Saved entries:

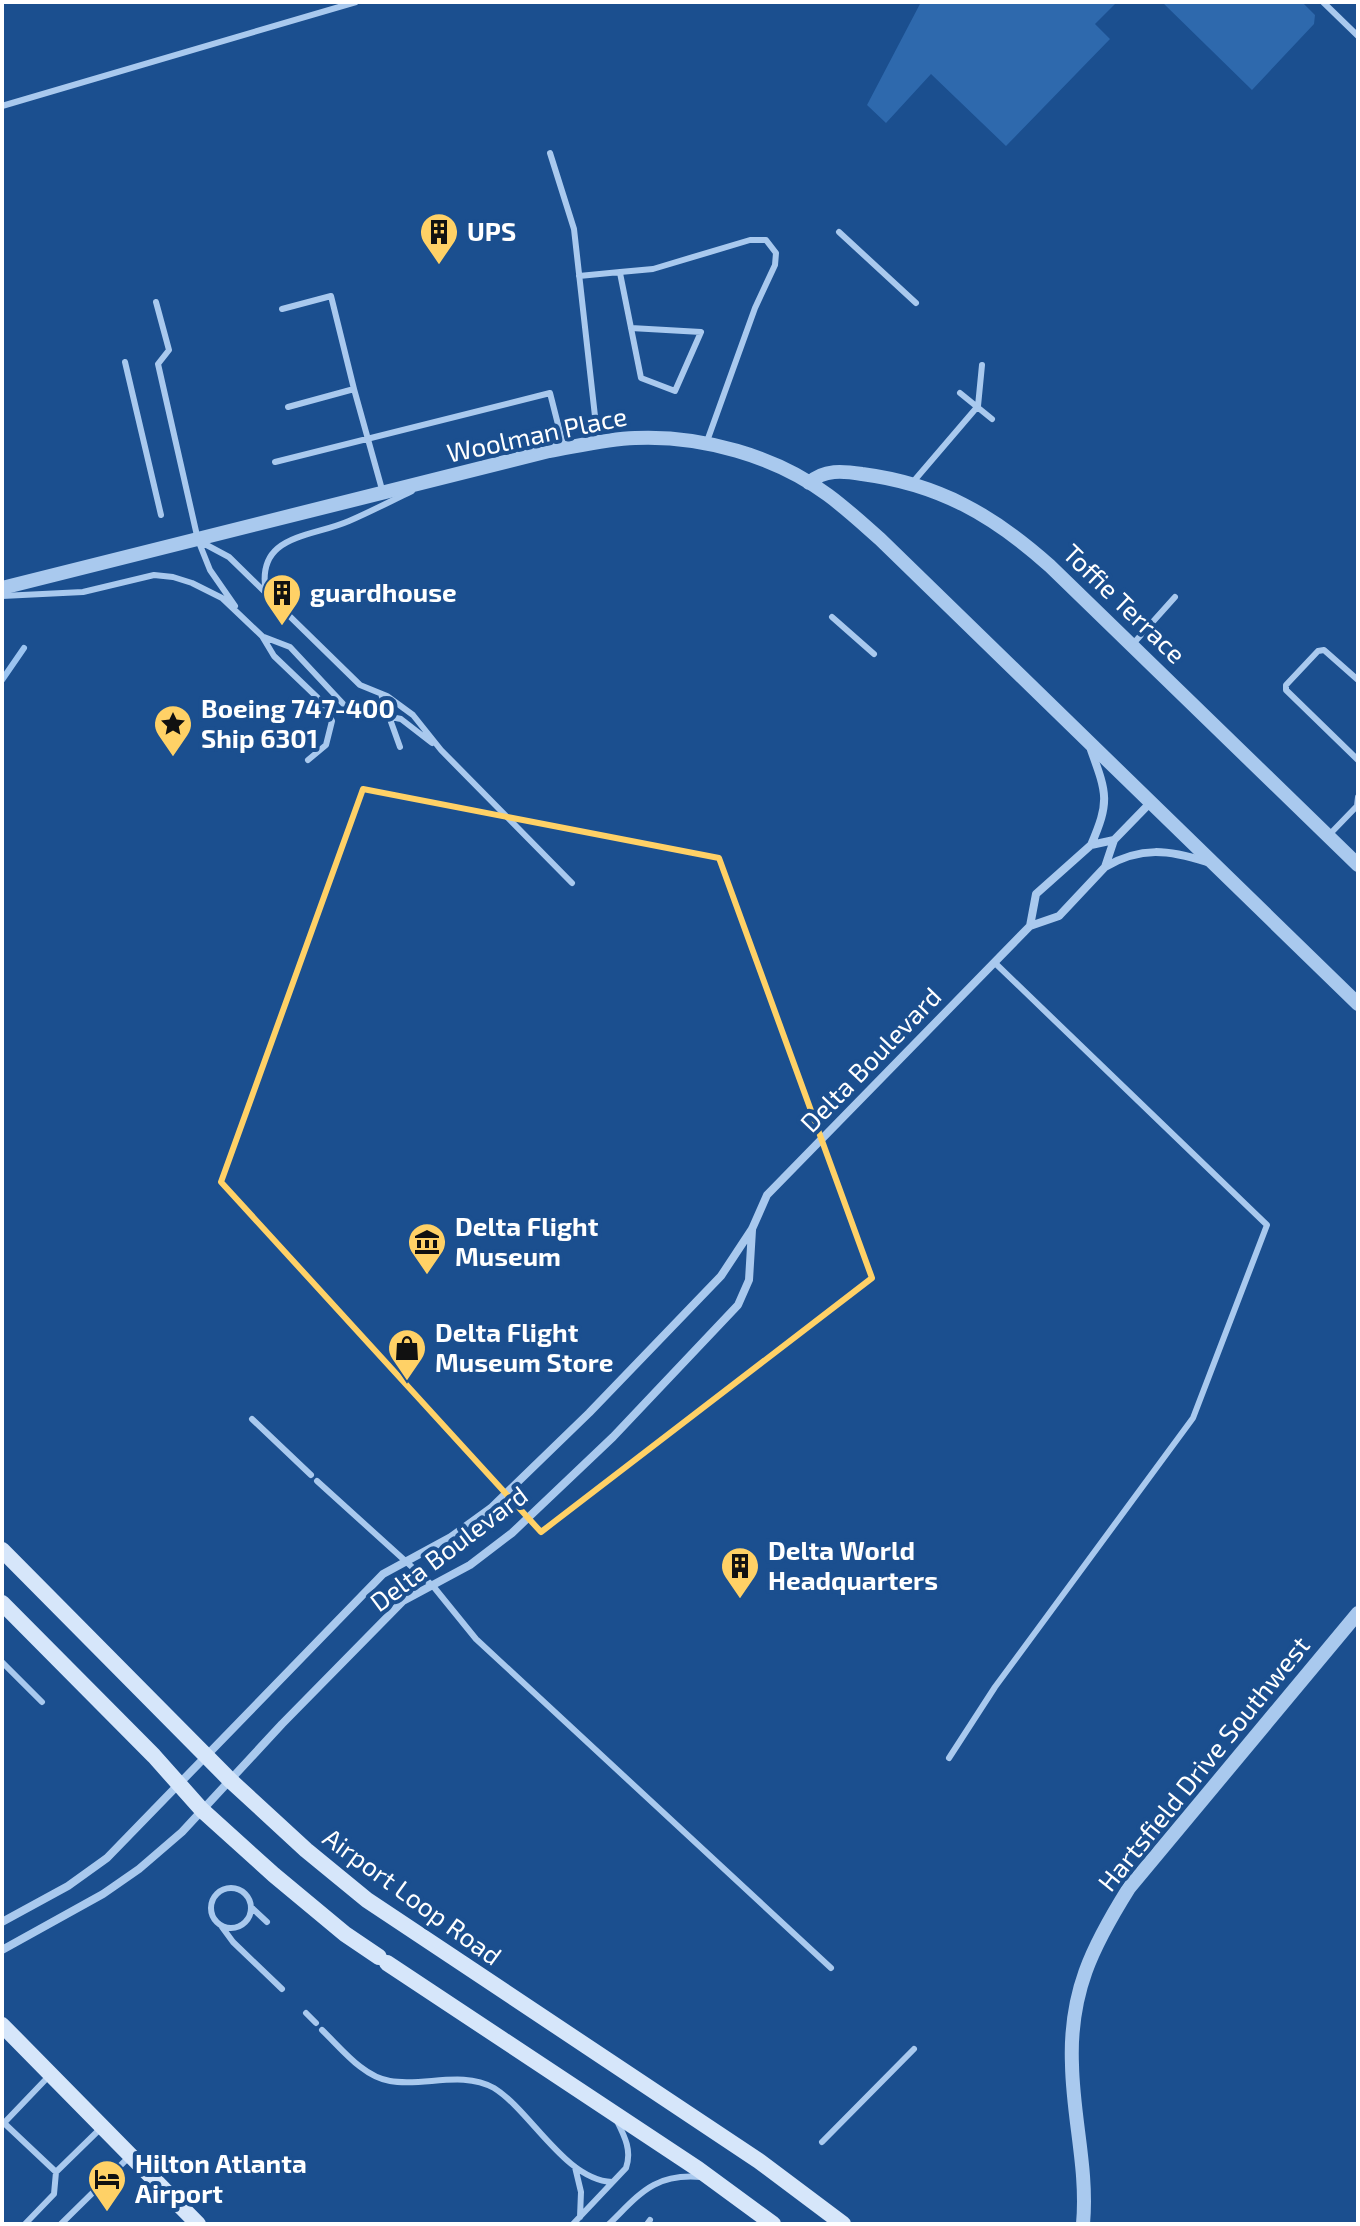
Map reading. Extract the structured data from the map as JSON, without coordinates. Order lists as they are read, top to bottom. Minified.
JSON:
{"streets":{"main road":["Airport Loop Road"],"street":["Woolman Place","Toffie Terrace","Delta Boulevard","Hartsfield Drive Southwest"]},"crossings":[["Woolman Place","Toffie Terrace"],["Woolman Place","Delta Boulevard"],["Delta Boulevard","Airport Loop Road"]],"places":{"building":["UPS","guardhouse","Delta World Headquarters"],"place":["Boeing 747-400 Ship 6301"],"museum":["Delta Flight Museum"],"shop":["Delta Flight Museum Store"],"hotel":["Hilton Atlanta Airport"]}}
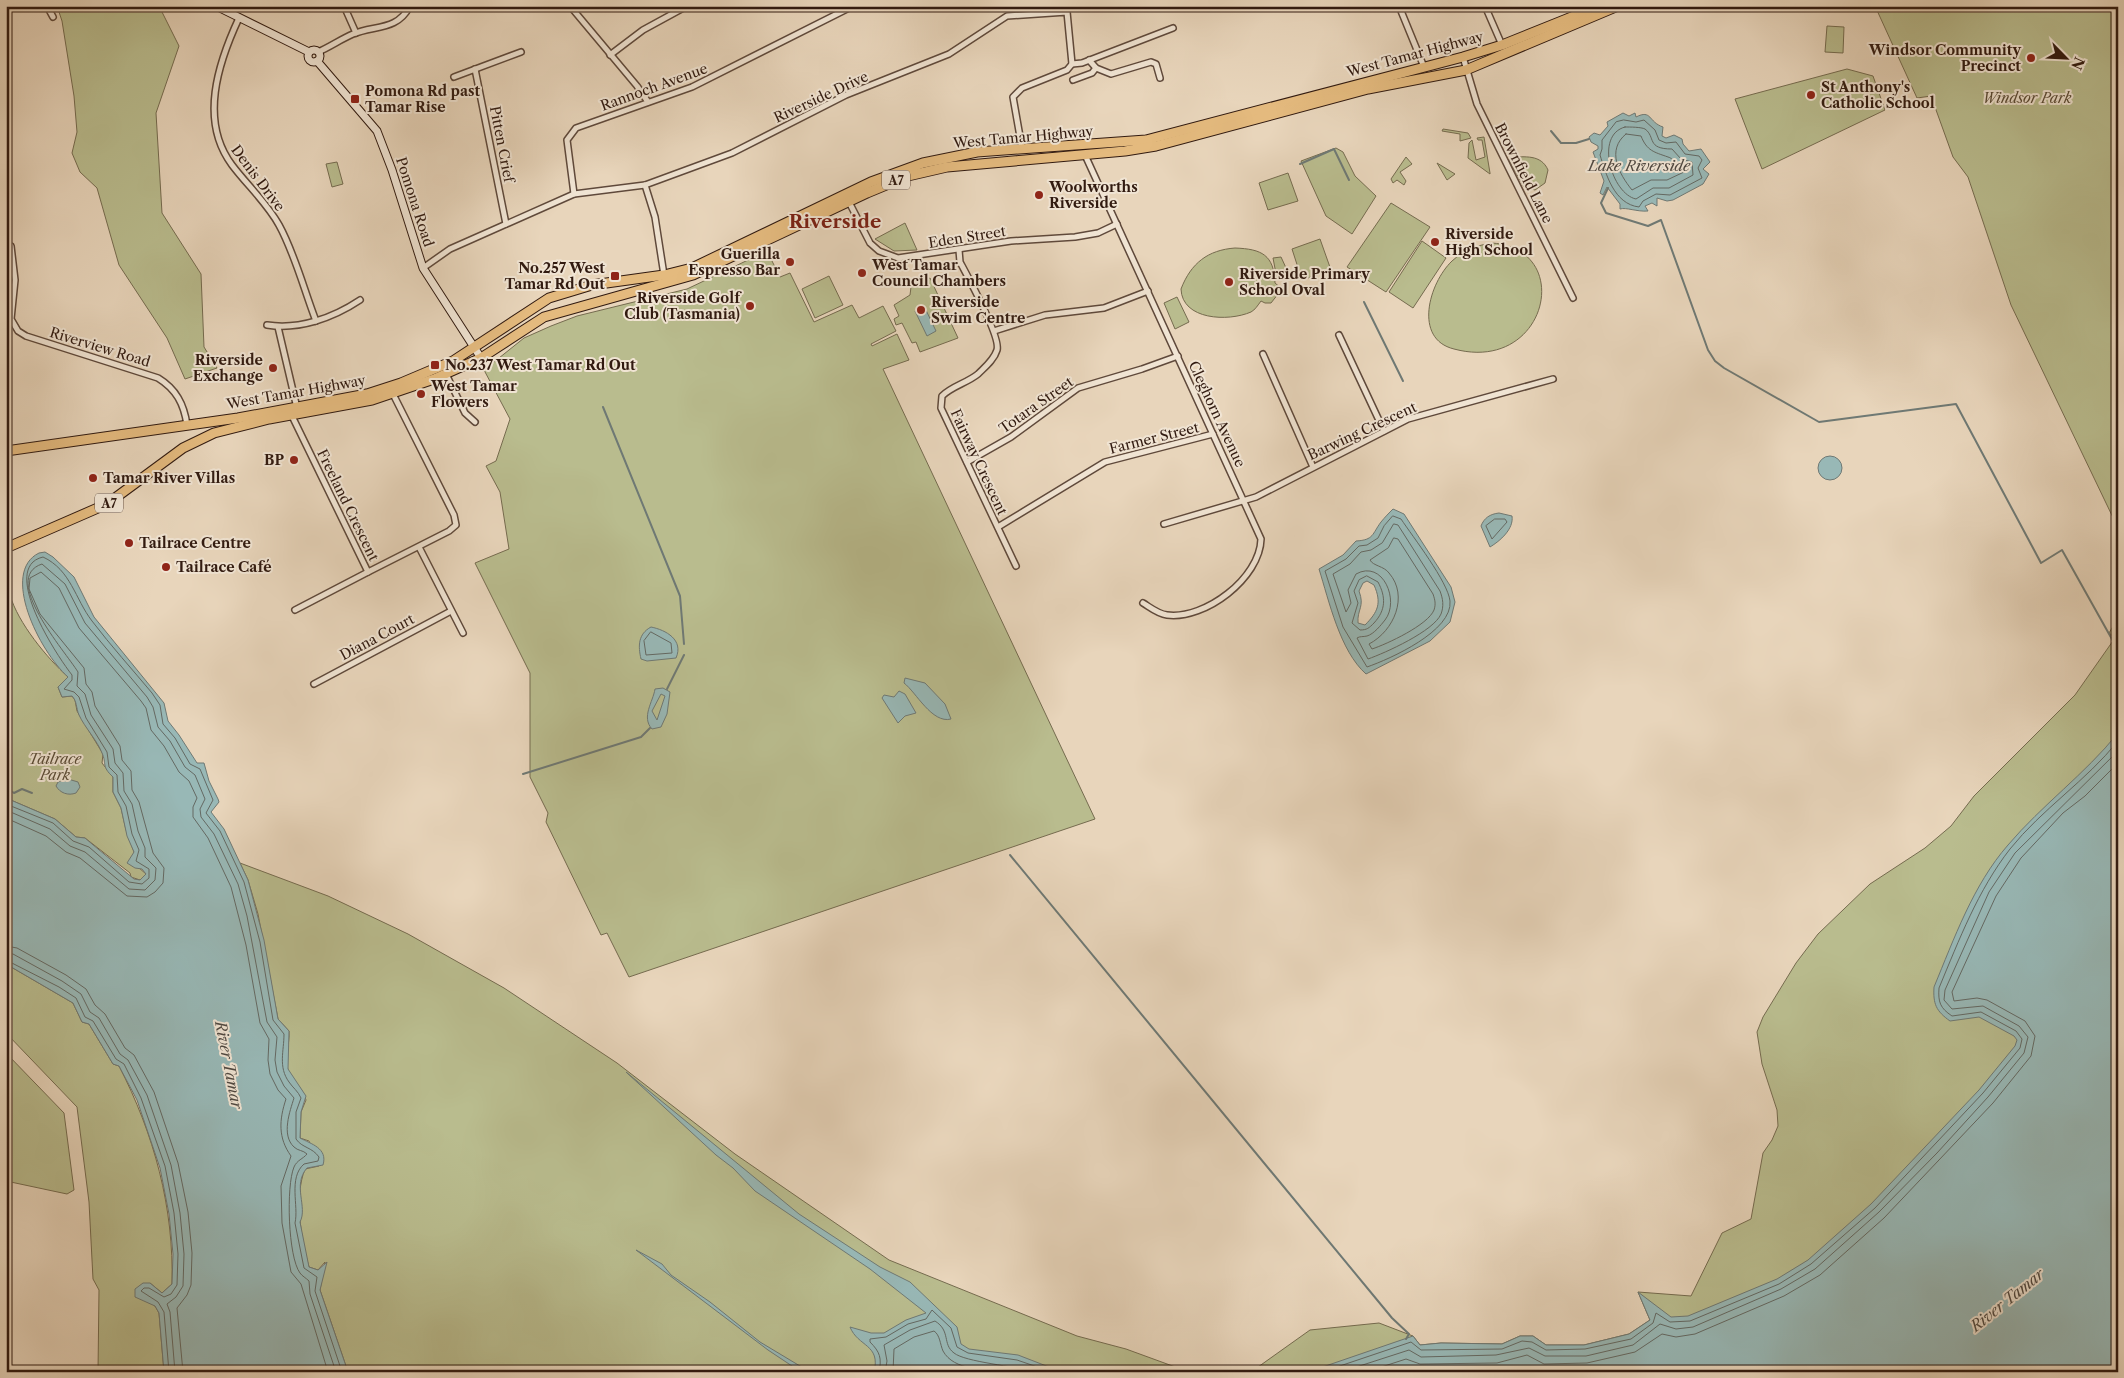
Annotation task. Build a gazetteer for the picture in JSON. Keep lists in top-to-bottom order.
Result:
{
  "streets": {
    "highway": ["West Tamar Highway", "A7"],
    "street": [
      "Rannoch Avenue",
      "Riverside Drive",
      "Pitten Crief",
      "Brownfield Lane",
      "Denis Drive",
      "Pomona Road",
      "Eden Street",
      "Riverview Road",
      "Totara Street",
      "Cleghorn Avenue",
      "Barwing Crescent",
      "Farmer Street",
      "Fairway Crescent",
      "Freeland Crescent",
      "Diana Court"
    ]
  },
  "crossings": [
    ["West Tamar Highway", "Brownfield Lane"],
    ["West Tamar Highway", "A7"],
    ["West Tamar Highway", "Pomona Road"],
    ["West Tamar Highway", "Eden Street"],
    ["West Tamar Highway", "Riverview Road"],
    ["West Tamar Highway", "Cleghorn Avenue"],
    ["West Tamar Highway", "Freeland Crescent"],
    ["Rannoch Avenue", "Riverside Drive"],
    ["Riverside Drive", "Pitten Crief"],
    ["Riverside Drive", "Pomona Road"],
    ["Eden Street", "Cleghorn Avenue"],
    ["Eden Street", "Fairway Crescent"],
    ["Totara Street", "Cleghorn Avenue"],
    ["Totara Street", "Fairway Crescent"],
    ["Cleghorn Avenue", "Barwing Crescent"],
    ["Cleghorn Avenue", "Farmer Street"],
    ["Farmer Street", "Fairway Crescent"]
  ],
  "districts": ["Riverside"],
  "water": ["Lake Riverside", "River Tamar"],
  "parks": ["Windsor Park", "Tailrace Park"],
  "places": {
    "other": [
      "Windsor Community Precinct",
      "St Anthony's Catholic School",
      "Woolworths Riverside",
      "Riverside High School",
      "Guerilla Espresso Bar",
      "West Tamar Council Chambers",
      "Riverside Primary School Oval",
      "Riverside Golf Club (Tasmania)",
      "Riverside Swim Centre",
      "Riverside Exchange",
      "West Tamar Flowers",
      "BP",
      "Tamar River Villas",
      "Tailrace Centre",
      "Tailrace Café"
    ],
    "transit": ["Pomona Rd past Tamar Rise", "No.257 West Tamar Rd Out", "No.237 West Tamar Rd Out"]
  },
  "north": "bottom right"
}
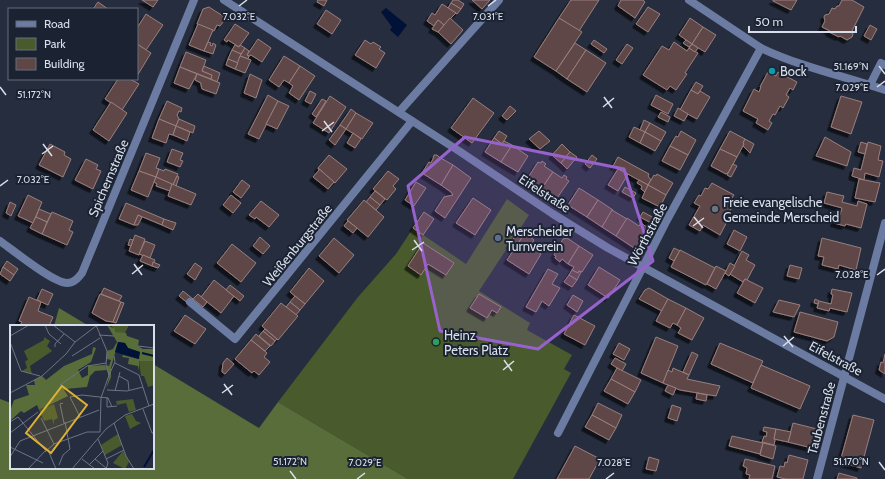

§ What the task requires
All entries are to be retyped exactly. Omit any embedded images.

§ Written reply
Map reading. Extract the structured data from the map as JSON, without coordinates. Order lists as they are read, top to bottom. Minified.
JSON:
{"streets":{"main road":["Airport Loop Road"],"street":["Woolman Place","Toffie Terrace","Delta Boulevard","Hartsfield Drive Southwest"]},"crossings":[["Woolman Place","Toffie Terrace"],["Woolman Place","Delta Boulevard"],["Delta Boulevard","Airport Loop Road"]],"places":{"building":["UPS","guardhouse","Delta World Headquarters"],"place":["Boeing 747-400 Ship 6301"],"museum":["Delta Flight Museum"],"shop":["Delta Flight Museum Store"],"hotel":["Hilton Atlanta Airport"]}}
Annotation task. Build a gazetteer for the picture in JSON. Keep lists in top-to-bottom order.
Result:
{
  "streets": {
    "highway": ["West Tamar Highway", "A7"],
    "street": [
      "Rannoch Avenue",
      "Riverside Drive",
      "Pitten Crief",
      "Brownfield Lane",
      "Denis Drive",
      "Pomona Road",
      "Eden Street",
      "Riverview Road",
      "Totara Street",
      "Cleghorn Avenue",
      "Barwing Crescent",
      "Farmer Street",
      "Fairway Crescent",
      "Freeland Crescent",
      "Diana Court"
    ]
  },
  "crossings": [
    ["West Tamar Highway", "Brownfield Lane"],
    ["West Tamar Highway", "A7"],
    ["West Tamar Highway", "Pomona Road"],
    ["West Tamar Highway", "Eden Street"],
    ["West Tamar Highway", "Riverview Road"],
    ["West Tamar Highway", "Cleghorn Avenue"],
    ["West Tamar Highway", "Freeland Crescent"],
    ["Rannoch Avenue", "Riverside Drive"],
    ["Riverside Drive", "Pitten Crief"],
    ["Riverside Drive", "Pomona Road"],
    ["Eden Street", "Cleghorn Avenue"],
    ["Eden Street", "Fairway Crescent"],
    ["Totara Street", "Cleghorn Avenue"],
    ["Totara Street", "Fairway Crescent"],
    ["Cleghorn Avenue", "Barwing Crescent"],
    ["Cleghorn Avenue", "Farmer Street"],
    ["Farmer Street", "Fairway Crescent"]
  ],
  "districts": ["Riverside"],
  "water": ["Lake Riverside", "River Tamar"],
  "parks": ["Windsor Park", "Tailrace Park"],
  "places": {
    "other": [
      "Windsor Community Precinct",
      "St Anthony's Catholic School",
      "Woolworths Riverside",
      "Riverside High School",
      "Guerilla Espresso Bar",
      "West Tamar Council Chambers",
      "Riverside Primary School Oval",
      "Riverside Golf Club (Tasmania)",
      "Riverside Swim Centre",
      "Riverside Exchange",
      "West Tamar Flowers",
      "BP",
      "Tamar River Villas",
      "Tailrace Centre",
      "Tailrace Café"
    ],
    "transit": ["Pomona Rd past Tamar Rise", "No.257 West Tamar Rd Out", "No.237 West Tamar Rd Out"]
  },
  "north": "bottom right"
}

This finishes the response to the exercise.